Однако у кого угодно, у любого ангела может кончиться терпение. Он бесшумно приотворяет дверь пошире, пряча за спину пассатижи.

Манюня, вытянутая во весь рост под одеялом, запрокинув серое с торчащим горбатым носом лицо с распахнутым беззубым ртом, не шевелится. Ни звука, ни дыхания… Глаза полуоткрыты.

Он не может сделать шаг, а она медленно вдруг поворачивает к нему с подушки лицо, костистое, как у мертвеца, она глядит на его руку, в которой пассатижи.

– Фуух. – Он отступает назад. – Мышь, – говорит он. – Тут, понимаешь, мышь.

В общем… Он стоит в своей комнате, захлопнув двери.

Почему окно в доме напротив заставлено кирпичами сплошь, будто заделано кирпичной кладкой?… Только оставлена «амбразура», как для пулемета. Разве бывает так при нормальном ремонте? А почему лифт ходит (слава богу, мы на первом этаже) сам собой иногда, без людей, как говорят соседи, останавливаясь на каждой лестничной площадке. И опять ходит…

А вон, похоже, что звонок в квартиру не совсем в порядке, потому что во входную дверь стучат.

Высоченный парень с полуопущенными почему-то штанами стоит перед отпертой дверью и смотрит на него как на близкого друга.

– Выручай, – говорит просительно. – Бумажку. Дай бумажку.

Понятно, человек здорово выпил, но не сразу понятно, что собирается явно присесть под дверью по большой нужде.

В одну секунду, весь трясясь от ярости, он поворачивает засранца спиной и выталкивает во двор из подъезда в кусты, в палисадник, за дерево, едва не падая вместе с ним.

– Горилла, – говорил он ему, – мы же люди! Люди! Мы тут живем, ты хоть здесь присядь, горилла.

Потом горилла все торчал под окном, укоряя:

– Пожарник ты!.. Бумажки пожалел, бумажки… Недомерок!
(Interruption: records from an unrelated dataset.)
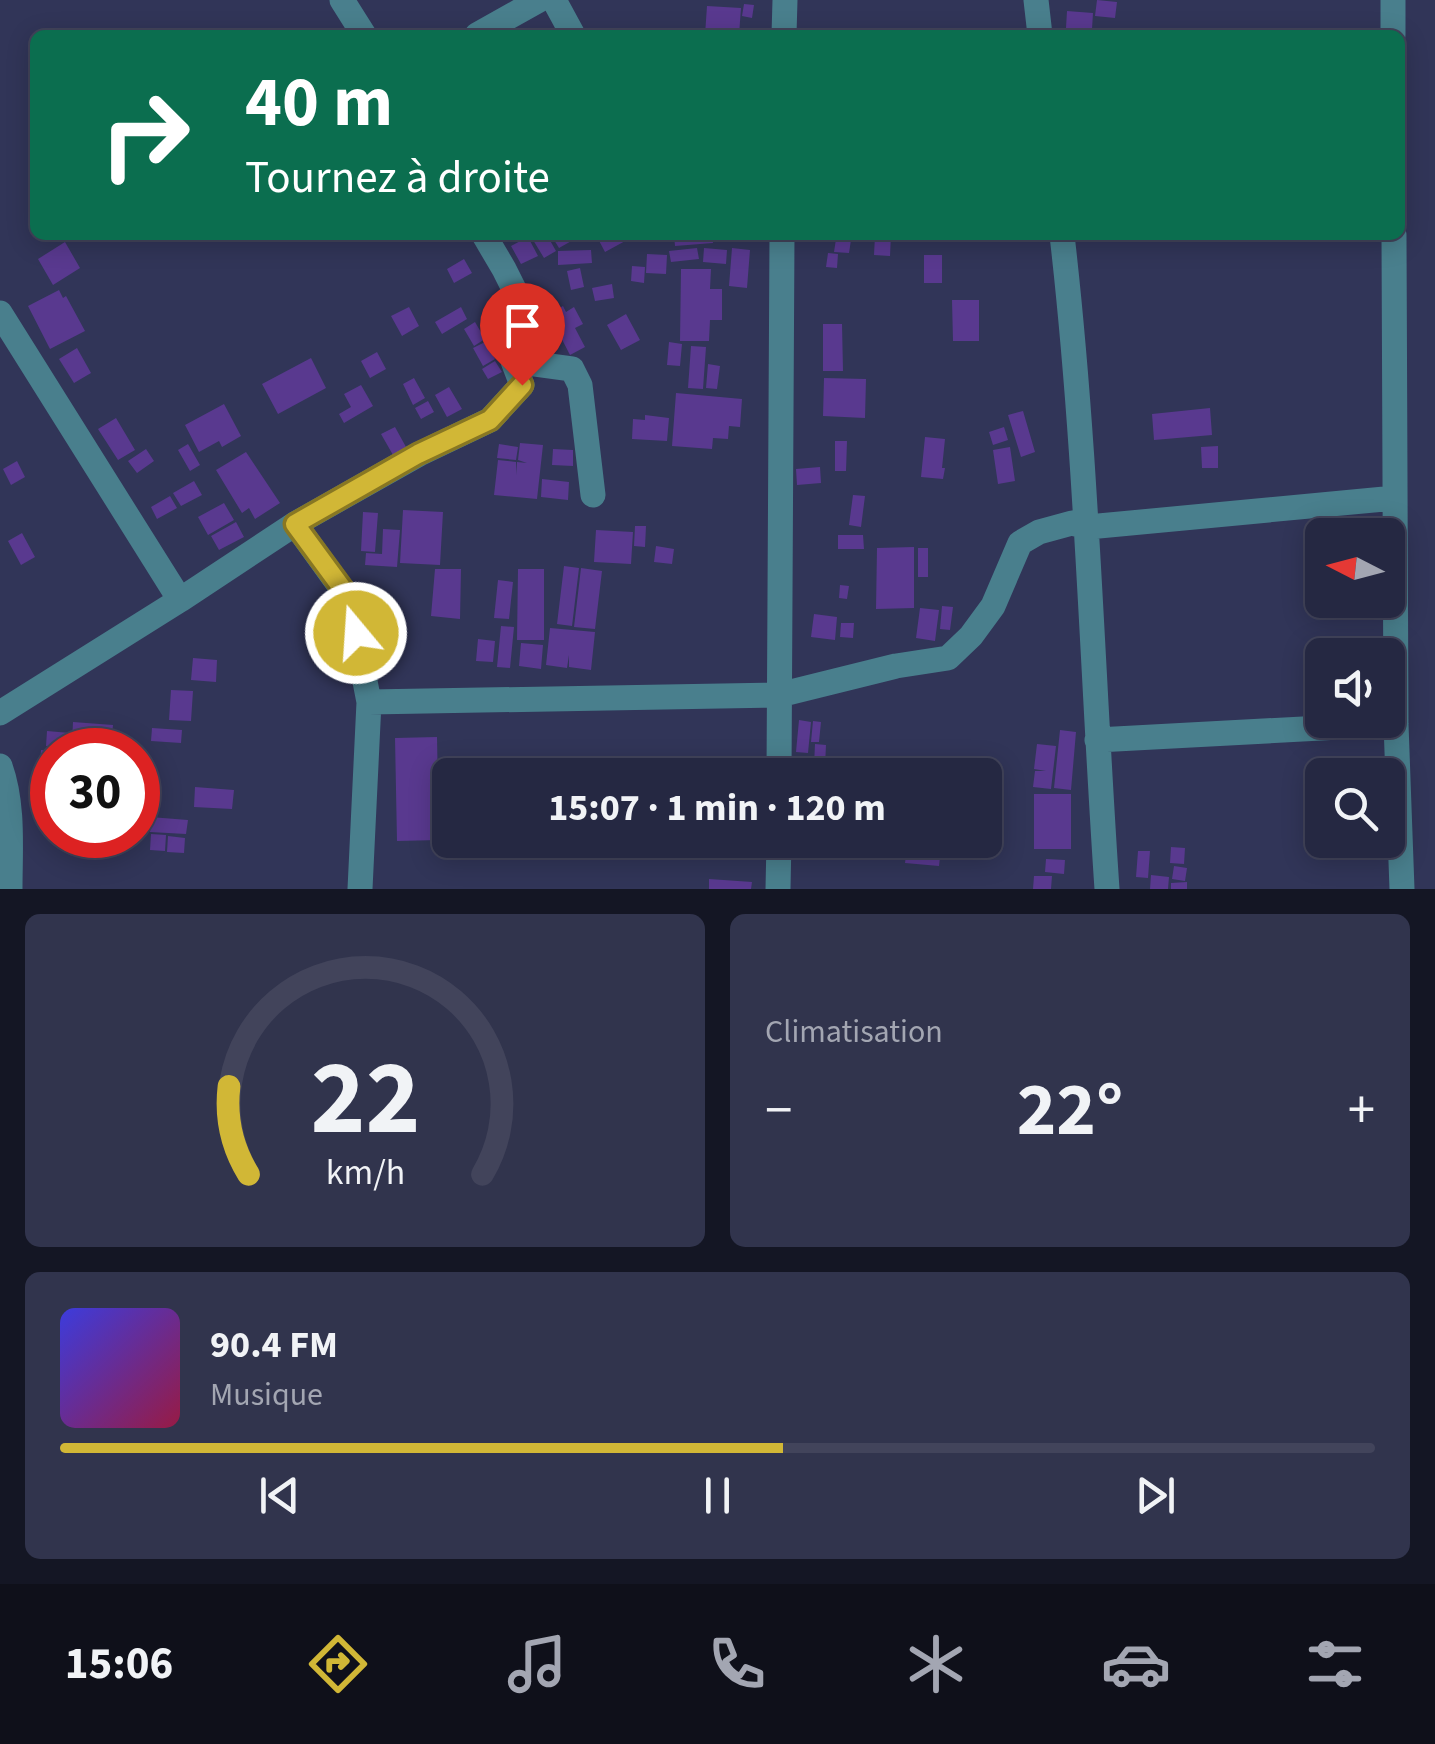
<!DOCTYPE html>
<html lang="fr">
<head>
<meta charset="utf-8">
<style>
	:root { --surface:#252842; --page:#31344d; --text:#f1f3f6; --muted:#a3a6b2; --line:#42445b; --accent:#d1b736 }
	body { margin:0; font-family:"Source Sans 3",sans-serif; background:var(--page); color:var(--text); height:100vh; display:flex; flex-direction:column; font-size:38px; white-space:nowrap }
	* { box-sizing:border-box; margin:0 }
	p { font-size:32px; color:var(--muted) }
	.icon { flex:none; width:55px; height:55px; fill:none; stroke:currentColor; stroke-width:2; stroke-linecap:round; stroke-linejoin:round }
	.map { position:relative; height:889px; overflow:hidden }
	.drawer { display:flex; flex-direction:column; gap:25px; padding:25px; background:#141624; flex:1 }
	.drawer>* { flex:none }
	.guide { position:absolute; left:30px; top:30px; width:1375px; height:210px; border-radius:15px; box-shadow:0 5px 25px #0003,0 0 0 2px var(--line); background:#0b6e4f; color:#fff; overflow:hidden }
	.needle { width:65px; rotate:276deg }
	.fabs { position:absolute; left:1305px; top:518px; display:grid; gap:20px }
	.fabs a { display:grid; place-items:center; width:100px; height:100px; border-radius:15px; background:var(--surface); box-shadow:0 5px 25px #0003,0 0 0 2px var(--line); font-size:50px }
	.speed { position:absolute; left:30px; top:728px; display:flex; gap:20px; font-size:50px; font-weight:700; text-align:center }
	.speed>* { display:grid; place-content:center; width:130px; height:130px; border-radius:50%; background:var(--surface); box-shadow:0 5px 25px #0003,0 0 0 2px var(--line); line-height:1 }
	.speed .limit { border:15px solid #d22; background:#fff; color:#111 }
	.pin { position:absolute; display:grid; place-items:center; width:85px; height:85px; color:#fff; margin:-102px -42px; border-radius:50% 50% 50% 0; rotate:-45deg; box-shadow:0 0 10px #0007 }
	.pin .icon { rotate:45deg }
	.me { position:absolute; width:110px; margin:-55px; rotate:342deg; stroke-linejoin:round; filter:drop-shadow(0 0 8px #0008) }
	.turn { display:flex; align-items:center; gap:35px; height:210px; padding:0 50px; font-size:45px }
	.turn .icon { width:130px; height:130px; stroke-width:2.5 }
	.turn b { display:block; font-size:70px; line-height:85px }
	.big { font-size:75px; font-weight:700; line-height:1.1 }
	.drawer .card { flex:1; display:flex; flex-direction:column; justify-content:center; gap:15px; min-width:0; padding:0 35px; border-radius:15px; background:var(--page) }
	.drawer .dial { align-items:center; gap:0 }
	.dial svg { height:260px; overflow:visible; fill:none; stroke:var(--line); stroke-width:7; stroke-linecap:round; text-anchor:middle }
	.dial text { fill:var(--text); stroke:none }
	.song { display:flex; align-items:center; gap:30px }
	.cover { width:120px; height:120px; border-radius:15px; background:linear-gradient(135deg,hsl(240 70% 55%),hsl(340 70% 35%)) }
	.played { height:10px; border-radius:5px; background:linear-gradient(90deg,var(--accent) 55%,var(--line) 55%) }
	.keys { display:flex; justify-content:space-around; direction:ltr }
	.heat { display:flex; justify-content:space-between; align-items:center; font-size:55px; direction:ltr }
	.drawer .tiles { flex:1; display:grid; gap:25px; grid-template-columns:1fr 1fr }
	.card:last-child { grid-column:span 2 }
	.trip { position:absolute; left:432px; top:758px; width:570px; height:100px; border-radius:15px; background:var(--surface); box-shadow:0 5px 25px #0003,0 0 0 2px var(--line); font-weight:700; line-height:100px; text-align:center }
	.tabs { display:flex; height:160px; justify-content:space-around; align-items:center; background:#0f101a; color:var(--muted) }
	.tabs .icon { width:70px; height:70px }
	.tabs .active { color:var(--accent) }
	.tabs b { font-size:45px; color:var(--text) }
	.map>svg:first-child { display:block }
</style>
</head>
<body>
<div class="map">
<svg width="1435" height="889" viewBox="0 0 1435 889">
	<rect width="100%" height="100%" fill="#313558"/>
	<path fill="#59398f" d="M1097,0l20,2 -2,16 -20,-2z
		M744,4l10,1 -2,13 -10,-2z
		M707,6l34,2 -2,27h-34z
		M1067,11l26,2 -1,16 -26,-1z
		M530,235h17l9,16 -12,7z
		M551,235h31l-23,13z
		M596,235h28l3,5 -22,12z
		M674,235h38l1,8 -38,3z
		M875,235h16l-1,21 -16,-1z
		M528,237l10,19 -17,8 -10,-18z
		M836,239l15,1 -2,13 -15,-1z
		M65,242l15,26 -27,17 -15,-26z
		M697,248l2,11 -28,3 -2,-11z
		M704,248l23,2 -1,14 -23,-2z
		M732,248l18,2 -3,38 -18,-2z
		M591,250l1,13 -34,2v-14z
		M828,253l10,1 -1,14 -11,-1z
		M647,254l20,1 -1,19 -20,-1z
		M924,255h18v28h-18z
		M464,259l8,14 -18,10 -7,-14z
		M632,266l13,1 -1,16 -13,-2z
		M580,268l4,19 -13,3 -4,-19z
		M681,269h30l-1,20h12v31h-12l-1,21h-29z
		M612,284l2,14 -19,3 -3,-13z
		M59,290l4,8 3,-2 19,35 -35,18 -22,-43z
		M952,300h27v41h-26z
		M563,306l3,6 8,-5 9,17 -8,4 10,19 -15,8 -21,-41z
		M409,307l10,19 -17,10 -11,-20z
		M461,307l6,12 -25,15 -7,-12z
		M626,314l14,26 -19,10 -14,-25z
		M495,318l5,9 -13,8 -5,-10z
		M475,322l10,17 -11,7 -10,-17z
		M823,324h19l1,47h-20z
		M485,342l10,17 -12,7 -10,-18z
		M669,342l13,2 -2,22 -13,-1z
		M691,346l15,1 -3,42 -15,-1z
		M77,348l14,25 -17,10 -15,-24z
		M377,352l9,17 -16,9 -9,-17z
		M311,358l15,30 -48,26 -16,-30z
		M495,361l7,11 -14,7 -6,-10z
		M708,364l12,2 -3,23 -11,-1z
		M414,378l11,20 -12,7 -10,-21z
		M824,378l42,1 -1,39 -42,-2z
		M361,385l12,21 -29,17 -5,-9 12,-7 -7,-13z
		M449,387l13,22 -15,8 -12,-22z
		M676,393l66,6 -2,28 -11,-1 -1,13 -15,-1 -1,11 -40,-3z
		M428,401l6,11 -13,7 -6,-11z
		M224,404l17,32 -19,11 -3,-6 -20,11 -14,-27z
		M1210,408l2,27 -58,5 -2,-26z
		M1023,411l12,41 -14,5 -13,-42z
		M645,415l24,3 -2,23 -35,-2 1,-20 12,1z
		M116,418l19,32 -17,10 -20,-31z
		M395,427l11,20 -13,8 -12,-21z
		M1004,427l4,13 -15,5 -4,-13z
		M925,437l20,2 -3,29h3l-2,11 -22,-2z
		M835,441h12l-1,30h-11z
		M520,443l23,2 -6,54 -43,-4 4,-35 18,2v13l1,-13 10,1 -9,-3z
		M188,444l12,21 -10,6 -12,-21z
		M499,444l19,3 -2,13 -19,-2z
		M1218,446v22h-16l-1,-21z
		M1010,447l5,34 -17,3 -5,-34z
		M146,449l8,12 -17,12 -9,-12z
		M553,449l20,1v16l-21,-1z
		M246,452l34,51 -25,16 -6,-11 -7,5 -26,-43z
		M17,461l8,16 -14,8 -8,-16z
		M820,467l1,16 -24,2 -1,-16z
		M542,479l27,3 -1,18 -27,-3z
		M194,481l8,14 -21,11 -8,-13z
		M853,495l12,1 -4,31 -12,-2z
		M170,496l7,12 -20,11 -6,-12z
		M224,503l10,17 -26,15 -10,-18z
		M403,510l40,2 -3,53 -40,-2z
		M363,512l15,1 -3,39 -14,-1z
		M236,522l8,15 -25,13 -8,-14z
		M635,526h11l-1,21 -11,-1z
		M383,529l17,1 -3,37 -32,-2 1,-12 16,1z
		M596,530l37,2 -2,32 -37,-2z
		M22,533l13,24 -14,8 -13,-24z
		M838,535h25l1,14h-26z
		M656,546l18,3 -2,15 -18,-2z
		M914,547v61l-38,1 1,-61z
		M918,548h10v29h-10z
		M564,566l15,2 -7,58 -15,-2z
		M581,568l21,3 -7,58 -21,-2z
		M435,569h26l-1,50 -29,-3z
		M518,569h26v71h-27z
		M498,580l15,2 -4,37 -15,-1z
		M840,585l9,1 -2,13 -8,-1z
		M942,606l11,1 -3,23 -10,-1z
		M920,608l19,2 -4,31 -19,-3z
		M814,614l23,3 -2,23 -24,-3z
		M841,623h13l-1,15 -13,-1z
		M501,626l13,1 -4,41 -13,-1z
		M550,628l45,4 -4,38 -22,-3v-12l-2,13 -21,-3z
		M478,639l17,2 -2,21 -17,-1z
		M521,643l22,2 -2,24 -22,-3z
		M193,658l24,2 -1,22 -25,-2z
		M171,690l22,1 -2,30 -22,-1z
		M799,720l12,2 -3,31 -12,-1z
		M813,721l8,1 -2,20h-8z
		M73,722l40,3 -2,20 -39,-3z
		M152,728l30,2 -1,13 -30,-2z
		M1060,730l16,2 -5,58 -17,-2z
		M47,731l23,2 -1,15 -23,-2z
		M437,737l2,103 -42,1 -2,-103z
		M815,744l11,1 -1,21h-11z
		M1037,744l19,2 -5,43 -18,-2 2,-16h11l-12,-2z
		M41,750l11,1v13l-12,-1z
		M141,787l17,1 -2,27 -17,-1z
		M195,787l39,3 -2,19 -38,-2z
		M1034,794h37v55h-37z
		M150,817l38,3 -2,14 -36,-2z
		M151,834l15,1 -1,16 -15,-1z
		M77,835h42l-1,10 -42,-4z
		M168,836l17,2 -1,15 -17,-1z
		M908,840h34l-3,26 -34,-3z
		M1171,847l14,1 -1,16 -14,-1z
		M1138,851h12l-2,27 -12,-1z
		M1046,859l19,1 -1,14 -19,-2z
		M1174,866l13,2 -2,13 -13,-2z
		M1151,875l18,2 -1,12h-18z
		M1034,876h18l-1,13h-18z
		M709,879l43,3 -1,7h-42z
		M1187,882v7h-16v-6z"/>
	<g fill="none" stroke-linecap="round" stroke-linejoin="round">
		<path stroke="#497f8d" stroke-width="25" d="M342,0l22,35
			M554,0l19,35
			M1036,0l4,35
			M1393,0v35
			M477,35l62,-35
			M784,35l1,-35
			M1062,235c25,217 30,436 45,654
			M1394,235l2,489 6,165
			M0,313l180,287
			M513,361l59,8 8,16 13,110
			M295,524l54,75 20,103 -9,187
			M369,702l410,-7 117,-29 52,-8 23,-22 22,-30 27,-63 19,-11 33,-9 16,4 307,-29
			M0,713l180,-113 115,-76 124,-70 71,-34 32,-35 -9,-24 16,-42 -25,-50 -20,-34
			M1097,740l299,-16
			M0,766c14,39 10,83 10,123
			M779,775l3,-540
			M778,889l1,-49"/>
	</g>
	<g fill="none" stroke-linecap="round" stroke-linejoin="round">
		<defs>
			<path id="route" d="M356,633l-6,-34 -55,-75 123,-70 72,-34 32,-35"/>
		</defs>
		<use href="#route" stroke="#887723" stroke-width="25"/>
		<use href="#route" stroke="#d1b736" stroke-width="18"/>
	</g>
</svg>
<div class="fabs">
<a><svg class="needle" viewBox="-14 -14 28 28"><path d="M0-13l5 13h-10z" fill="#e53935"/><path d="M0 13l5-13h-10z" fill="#a3a6b2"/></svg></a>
<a><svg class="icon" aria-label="sound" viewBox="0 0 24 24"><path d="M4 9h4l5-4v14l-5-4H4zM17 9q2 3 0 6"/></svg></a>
<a><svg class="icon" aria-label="search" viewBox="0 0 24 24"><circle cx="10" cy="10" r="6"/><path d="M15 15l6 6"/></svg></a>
</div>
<div class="speed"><div class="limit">30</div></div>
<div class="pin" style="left:522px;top:385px;background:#d93025"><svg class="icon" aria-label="arrive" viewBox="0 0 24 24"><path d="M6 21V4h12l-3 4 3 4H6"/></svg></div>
<svg class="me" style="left:356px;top:633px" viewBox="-20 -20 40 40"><circle r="17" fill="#d1b736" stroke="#fff" stroke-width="3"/><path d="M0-11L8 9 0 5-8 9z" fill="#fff"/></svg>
<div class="trip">15:07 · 1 min · 120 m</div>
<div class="guide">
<div class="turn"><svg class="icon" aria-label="right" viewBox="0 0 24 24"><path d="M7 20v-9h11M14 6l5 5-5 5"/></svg><div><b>40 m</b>Tournez à droite</div></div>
</div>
</div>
<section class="drawer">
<div class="tiles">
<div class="card dial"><svg viewBox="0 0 100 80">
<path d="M14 69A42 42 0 1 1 86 69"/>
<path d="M14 69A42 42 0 0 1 8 42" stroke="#d1b736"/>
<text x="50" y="56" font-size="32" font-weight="700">22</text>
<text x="50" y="72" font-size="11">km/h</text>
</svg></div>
<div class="card"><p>Climatisation</p>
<div class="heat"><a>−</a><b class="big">22°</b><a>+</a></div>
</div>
<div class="card">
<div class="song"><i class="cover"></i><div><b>90.4 FM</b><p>Musique</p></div></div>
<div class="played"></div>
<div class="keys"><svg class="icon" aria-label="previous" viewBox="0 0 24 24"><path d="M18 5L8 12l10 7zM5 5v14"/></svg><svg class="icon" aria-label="pause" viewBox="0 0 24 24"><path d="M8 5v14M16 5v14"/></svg><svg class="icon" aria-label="next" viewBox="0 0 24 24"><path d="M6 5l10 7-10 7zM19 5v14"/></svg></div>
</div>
</div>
</section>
<nav class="tabs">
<b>15:06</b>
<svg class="icon active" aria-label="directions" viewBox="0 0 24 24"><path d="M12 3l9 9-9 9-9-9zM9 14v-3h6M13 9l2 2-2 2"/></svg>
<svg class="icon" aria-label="music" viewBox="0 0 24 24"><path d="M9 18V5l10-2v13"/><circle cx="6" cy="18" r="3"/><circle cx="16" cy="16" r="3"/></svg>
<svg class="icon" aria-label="phone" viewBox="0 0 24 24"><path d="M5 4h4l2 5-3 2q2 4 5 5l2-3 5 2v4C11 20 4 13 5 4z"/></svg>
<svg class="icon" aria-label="climate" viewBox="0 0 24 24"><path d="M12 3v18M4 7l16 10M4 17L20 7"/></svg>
<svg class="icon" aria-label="car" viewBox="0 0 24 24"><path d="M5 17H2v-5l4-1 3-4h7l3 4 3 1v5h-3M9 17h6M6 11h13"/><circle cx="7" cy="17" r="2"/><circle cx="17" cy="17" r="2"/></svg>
<svg class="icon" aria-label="filters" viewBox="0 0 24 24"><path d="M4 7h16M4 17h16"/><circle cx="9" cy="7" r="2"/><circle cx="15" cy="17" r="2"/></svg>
</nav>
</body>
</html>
Недоделок!

Но хлынул дождь. Прямые и сверкающие, словно из тяжеленного стекла, струи, и, сгибаясь пополам, закрывая обеими руками голову, рванул и исчез горилла. А за окном…

В левой половине сплошной стеной с такой же яростью хлестал отвесный ливень, а в правой, точно отрезанная, отделенная вертикальной чертой, была тишина. Какая была тишина… Покой, прозрачность, ни единой капли, ни шевеленья… Не вздрагивали листья, стояли прямо деревца, застыли кусты. Граница дождя. Тут ему по телефону позвонил Антошка.

* * *

– Удалось! – заорал в ухо Антошка, школьный когдатошний соученик, а ныне толстый, бородатый боров Антон Владимирович, важный чин в акционерном обществе «Надежда».

– Мы застраховали твою жизнь, слышь?! В три миллиона единовременно! Понял?! И все расходы оплачиваем. Все! А в случае… В общем, в случае, так сказать, инвалидности есть обязательство: пенсия от нас. Я тут близко, я сейчас заскочу! Витать, давай!

Аккуратная сумка была приготовлена заранее, очень давно. С самым необходимым барахлом. Спасибо, Антошка.

В углу, между шкафом и стеной, он снял лежащие на книгах пачки газет и осторожно, за ремень вытащил из-за книг сумку. Без суеты.